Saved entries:
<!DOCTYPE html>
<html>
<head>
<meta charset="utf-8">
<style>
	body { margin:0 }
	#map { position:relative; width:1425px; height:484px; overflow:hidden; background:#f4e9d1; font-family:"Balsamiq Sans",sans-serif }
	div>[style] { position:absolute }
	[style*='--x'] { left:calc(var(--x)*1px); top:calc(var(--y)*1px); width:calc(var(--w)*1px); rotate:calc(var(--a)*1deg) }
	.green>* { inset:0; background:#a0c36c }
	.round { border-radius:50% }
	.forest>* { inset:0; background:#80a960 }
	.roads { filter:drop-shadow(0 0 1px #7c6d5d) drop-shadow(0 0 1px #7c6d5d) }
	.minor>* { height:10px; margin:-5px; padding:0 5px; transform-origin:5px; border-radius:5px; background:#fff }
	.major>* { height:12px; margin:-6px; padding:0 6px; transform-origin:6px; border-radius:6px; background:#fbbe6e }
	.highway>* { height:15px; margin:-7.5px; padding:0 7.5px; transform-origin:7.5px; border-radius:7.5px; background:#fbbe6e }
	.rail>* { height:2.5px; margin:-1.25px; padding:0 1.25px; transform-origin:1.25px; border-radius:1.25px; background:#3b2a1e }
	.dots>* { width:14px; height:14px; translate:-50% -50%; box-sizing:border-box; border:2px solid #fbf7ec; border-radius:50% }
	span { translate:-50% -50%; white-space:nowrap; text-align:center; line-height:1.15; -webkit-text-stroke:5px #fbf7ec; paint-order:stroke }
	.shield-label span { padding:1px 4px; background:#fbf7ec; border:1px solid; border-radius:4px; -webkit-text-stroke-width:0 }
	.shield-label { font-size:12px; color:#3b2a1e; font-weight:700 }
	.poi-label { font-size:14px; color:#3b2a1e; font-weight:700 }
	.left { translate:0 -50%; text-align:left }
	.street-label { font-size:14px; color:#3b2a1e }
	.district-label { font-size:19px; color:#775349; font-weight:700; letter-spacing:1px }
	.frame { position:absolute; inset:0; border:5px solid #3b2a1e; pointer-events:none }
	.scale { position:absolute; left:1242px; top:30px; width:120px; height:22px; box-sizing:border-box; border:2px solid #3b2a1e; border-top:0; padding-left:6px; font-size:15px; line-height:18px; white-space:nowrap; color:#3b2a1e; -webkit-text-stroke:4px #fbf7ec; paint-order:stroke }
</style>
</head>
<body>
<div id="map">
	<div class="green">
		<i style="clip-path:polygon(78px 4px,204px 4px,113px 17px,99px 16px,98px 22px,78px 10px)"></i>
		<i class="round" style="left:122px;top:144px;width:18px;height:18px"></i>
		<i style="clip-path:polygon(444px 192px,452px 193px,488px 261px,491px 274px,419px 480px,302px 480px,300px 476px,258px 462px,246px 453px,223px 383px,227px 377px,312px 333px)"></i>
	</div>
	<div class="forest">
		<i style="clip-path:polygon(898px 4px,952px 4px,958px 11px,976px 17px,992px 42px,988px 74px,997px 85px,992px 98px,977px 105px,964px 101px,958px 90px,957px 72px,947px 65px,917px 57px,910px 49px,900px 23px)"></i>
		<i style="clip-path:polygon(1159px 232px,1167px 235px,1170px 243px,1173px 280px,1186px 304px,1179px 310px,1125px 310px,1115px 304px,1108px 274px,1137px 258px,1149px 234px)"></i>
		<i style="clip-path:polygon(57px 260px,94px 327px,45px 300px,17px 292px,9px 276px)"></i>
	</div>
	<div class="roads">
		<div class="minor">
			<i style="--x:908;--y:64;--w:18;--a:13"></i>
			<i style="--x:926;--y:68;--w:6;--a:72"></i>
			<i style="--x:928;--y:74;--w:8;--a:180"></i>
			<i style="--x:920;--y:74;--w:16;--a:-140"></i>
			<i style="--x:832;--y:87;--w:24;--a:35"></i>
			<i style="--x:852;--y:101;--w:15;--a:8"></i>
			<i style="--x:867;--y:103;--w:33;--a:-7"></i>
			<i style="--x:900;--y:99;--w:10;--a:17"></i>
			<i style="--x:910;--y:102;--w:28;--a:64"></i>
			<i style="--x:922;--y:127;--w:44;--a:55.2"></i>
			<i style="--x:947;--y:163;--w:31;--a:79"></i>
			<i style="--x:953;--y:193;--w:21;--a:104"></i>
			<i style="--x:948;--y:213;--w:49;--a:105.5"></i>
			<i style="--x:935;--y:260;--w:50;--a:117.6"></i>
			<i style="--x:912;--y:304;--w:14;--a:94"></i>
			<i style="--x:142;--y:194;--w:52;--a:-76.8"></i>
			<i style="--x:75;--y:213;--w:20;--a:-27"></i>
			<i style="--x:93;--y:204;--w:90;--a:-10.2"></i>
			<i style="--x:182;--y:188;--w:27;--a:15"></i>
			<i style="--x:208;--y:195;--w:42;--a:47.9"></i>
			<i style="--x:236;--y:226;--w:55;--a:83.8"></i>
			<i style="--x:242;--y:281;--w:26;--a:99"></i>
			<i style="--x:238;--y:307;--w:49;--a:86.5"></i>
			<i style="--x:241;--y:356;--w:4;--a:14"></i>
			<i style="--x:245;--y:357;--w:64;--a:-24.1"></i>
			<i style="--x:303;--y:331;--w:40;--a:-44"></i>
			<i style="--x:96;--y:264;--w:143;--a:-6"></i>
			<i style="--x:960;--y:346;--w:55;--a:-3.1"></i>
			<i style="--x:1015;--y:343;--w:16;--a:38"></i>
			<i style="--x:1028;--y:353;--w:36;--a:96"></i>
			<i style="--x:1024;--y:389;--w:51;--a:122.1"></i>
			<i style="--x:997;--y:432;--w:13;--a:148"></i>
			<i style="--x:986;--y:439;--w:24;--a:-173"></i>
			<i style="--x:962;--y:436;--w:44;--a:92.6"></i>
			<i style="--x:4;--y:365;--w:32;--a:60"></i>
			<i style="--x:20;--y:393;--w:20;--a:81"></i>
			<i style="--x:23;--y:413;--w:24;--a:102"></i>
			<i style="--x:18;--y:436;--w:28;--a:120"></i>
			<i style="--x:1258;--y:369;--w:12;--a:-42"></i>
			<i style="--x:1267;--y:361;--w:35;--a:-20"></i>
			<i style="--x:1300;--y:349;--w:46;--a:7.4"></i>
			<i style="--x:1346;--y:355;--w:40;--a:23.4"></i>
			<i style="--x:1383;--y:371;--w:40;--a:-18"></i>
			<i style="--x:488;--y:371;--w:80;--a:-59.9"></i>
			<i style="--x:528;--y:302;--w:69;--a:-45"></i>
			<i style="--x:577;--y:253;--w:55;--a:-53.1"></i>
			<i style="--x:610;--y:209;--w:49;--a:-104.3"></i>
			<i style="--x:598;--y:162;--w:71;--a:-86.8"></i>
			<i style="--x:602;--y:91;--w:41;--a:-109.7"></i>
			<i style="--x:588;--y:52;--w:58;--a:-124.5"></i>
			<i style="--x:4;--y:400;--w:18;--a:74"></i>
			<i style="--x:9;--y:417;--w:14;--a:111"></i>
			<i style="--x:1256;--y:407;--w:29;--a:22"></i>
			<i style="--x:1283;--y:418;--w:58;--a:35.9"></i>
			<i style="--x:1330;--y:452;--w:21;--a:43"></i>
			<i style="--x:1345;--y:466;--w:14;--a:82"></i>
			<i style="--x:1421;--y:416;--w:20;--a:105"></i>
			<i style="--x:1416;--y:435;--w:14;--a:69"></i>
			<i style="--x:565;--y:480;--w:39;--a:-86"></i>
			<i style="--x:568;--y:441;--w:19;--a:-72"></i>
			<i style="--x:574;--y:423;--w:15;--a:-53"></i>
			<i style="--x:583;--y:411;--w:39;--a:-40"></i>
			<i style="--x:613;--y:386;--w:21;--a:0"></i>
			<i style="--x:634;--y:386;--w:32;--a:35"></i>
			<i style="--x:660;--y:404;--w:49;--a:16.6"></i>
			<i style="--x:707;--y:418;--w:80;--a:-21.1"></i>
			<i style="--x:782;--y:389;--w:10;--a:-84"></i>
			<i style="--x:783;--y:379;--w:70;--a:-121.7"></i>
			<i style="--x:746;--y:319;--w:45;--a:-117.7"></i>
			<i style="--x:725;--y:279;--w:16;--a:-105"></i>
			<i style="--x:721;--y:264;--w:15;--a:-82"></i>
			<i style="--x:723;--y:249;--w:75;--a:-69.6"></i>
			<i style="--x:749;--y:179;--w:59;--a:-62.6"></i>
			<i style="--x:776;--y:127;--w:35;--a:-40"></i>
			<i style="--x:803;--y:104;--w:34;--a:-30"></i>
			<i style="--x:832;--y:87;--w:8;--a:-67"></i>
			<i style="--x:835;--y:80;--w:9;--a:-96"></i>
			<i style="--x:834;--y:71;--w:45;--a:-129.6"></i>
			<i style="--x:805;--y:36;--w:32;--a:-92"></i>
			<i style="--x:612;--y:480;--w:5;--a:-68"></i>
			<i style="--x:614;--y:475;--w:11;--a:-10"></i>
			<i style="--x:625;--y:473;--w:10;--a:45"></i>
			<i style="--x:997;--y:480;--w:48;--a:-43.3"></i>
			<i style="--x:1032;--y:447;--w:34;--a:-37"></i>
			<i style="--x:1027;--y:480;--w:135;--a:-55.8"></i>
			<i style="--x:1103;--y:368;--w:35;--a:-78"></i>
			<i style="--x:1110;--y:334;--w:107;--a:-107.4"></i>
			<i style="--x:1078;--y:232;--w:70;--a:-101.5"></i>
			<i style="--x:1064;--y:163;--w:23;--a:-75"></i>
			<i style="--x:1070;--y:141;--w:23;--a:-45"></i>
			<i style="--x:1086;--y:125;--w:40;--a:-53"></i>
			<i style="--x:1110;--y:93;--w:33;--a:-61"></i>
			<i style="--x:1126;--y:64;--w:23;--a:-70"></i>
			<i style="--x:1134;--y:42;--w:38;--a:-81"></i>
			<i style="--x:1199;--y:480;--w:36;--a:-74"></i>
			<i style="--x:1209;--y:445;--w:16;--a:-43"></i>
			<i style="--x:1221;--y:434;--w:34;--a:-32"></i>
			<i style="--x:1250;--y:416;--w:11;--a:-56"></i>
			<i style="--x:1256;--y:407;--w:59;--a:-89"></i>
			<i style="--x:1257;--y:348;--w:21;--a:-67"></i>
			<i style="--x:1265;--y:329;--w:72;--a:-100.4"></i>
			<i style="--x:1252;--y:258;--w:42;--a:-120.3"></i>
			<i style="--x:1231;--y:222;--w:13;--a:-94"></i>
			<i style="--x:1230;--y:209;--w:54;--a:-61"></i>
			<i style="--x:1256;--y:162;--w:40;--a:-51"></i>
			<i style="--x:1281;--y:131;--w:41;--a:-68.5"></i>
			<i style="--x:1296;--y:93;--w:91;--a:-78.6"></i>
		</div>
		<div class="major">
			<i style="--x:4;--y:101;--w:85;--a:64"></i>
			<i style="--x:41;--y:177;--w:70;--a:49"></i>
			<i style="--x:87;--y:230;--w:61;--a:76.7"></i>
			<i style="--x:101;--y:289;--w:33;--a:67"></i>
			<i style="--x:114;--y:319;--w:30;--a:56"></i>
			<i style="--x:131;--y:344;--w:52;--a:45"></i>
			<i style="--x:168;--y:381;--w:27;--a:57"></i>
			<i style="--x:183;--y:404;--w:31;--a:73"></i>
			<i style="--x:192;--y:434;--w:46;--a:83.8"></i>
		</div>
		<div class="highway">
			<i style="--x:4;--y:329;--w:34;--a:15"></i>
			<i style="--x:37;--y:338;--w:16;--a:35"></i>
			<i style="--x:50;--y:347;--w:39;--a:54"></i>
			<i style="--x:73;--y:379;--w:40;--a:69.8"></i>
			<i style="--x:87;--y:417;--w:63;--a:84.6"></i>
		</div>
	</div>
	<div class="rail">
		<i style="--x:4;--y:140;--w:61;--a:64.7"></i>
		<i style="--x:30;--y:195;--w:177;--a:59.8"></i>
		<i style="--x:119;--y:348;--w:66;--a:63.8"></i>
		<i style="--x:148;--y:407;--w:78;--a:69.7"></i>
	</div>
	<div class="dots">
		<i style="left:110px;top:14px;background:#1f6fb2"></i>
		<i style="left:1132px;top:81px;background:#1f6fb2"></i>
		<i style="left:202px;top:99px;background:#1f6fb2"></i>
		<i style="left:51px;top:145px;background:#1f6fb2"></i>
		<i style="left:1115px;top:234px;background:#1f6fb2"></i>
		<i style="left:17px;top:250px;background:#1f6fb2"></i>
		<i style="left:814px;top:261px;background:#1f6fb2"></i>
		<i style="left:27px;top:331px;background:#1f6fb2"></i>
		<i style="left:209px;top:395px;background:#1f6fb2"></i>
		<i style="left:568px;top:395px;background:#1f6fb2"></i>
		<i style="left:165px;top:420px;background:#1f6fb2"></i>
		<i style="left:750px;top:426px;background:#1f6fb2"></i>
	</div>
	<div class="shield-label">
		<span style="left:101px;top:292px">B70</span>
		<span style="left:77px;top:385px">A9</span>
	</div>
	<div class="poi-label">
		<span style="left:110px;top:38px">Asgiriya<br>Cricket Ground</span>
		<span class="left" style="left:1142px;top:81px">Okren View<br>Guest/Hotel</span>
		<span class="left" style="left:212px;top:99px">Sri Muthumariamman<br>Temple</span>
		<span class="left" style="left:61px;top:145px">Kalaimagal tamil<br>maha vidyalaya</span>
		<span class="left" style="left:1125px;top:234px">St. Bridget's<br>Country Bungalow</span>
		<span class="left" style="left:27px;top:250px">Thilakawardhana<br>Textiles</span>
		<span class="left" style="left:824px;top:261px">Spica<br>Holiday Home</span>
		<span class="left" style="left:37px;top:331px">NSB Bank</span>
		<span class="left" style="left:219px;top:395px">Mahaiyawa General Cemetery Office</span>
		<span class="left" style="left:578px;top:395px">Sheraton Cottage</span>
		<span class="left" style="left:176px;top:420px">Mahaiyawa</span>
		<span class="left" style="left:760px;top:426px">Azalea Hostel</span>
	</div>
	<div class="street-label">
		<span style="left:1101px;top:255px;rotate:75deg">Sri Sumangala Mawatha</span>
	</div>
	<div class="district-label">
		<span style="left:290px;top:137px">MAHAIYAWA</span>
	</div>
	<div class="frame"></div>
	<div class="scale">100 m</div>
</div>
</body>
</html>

What you are asked to do: As listed above, the lines from the line with "position:relative; width:1425px; height:484px;" to the line with "filter:drop-shadow(0 0 1px" are to be echoed exactly, with both ends included and nothing added.

Answer for this exercise:
	#map { position:relative; width:1425px; height:484px; overflow:hidden; background:#f4e9d1; font-family:"Balsamiq Sans",sans-serif }
	div>[style] { position:absolute }
	[style*='--x'] { left:calc(var(--x)*1px); top:calc(var(--y)*1px); width:calc(var(--w)*1px); rotate:calc(var(--a)*1deg) }
	.green>* { inset:0; background:#a0c36c }
	.round { border-radius:50% }
	.forest>* { inset:0; background:#80a960 }
	.roads { filter:drop-shadow(0 0 1px #7c6d5d) drop-shadow(0 0 1px #7c6d5d) }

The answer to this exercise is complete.